### WORK ORDER
Look for "Center" in each line of the entries, and return the matching lines.

[Stored items]
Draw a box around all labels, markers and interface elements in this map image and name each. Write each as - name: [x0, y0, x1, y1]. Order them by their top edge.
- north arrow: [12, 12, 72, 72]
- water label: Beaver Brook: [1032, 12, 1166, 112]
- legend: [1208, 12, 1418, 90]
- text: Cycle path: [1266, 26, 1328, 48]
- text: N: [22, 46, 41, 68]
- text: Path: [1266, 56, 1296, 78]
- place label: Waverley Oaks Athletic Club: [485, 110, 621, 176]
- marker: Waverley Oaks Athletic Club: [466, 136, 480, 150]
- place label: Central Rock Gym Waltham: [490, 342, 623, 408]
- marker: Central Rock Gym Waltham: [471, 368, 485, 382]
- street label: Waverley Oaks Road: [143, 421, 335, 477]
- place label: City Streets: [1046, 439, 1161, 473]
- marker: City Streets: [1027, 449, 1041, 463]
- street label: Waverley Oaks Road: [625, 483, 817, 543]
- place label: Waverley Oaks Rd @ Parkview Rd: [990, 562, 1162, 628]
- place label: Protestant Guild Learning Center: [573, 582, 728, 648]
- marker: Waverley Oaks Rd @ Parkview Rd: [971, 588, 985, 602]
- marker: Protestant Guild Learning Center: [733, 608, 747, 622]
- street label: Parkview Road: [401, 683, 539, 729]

### TASK OUTPUT
- place label: Protestant Guild Learning Center: [573, 582, 728, 648]
- marker: Protestant Guild Learning Center: [733, 608, 747, 622]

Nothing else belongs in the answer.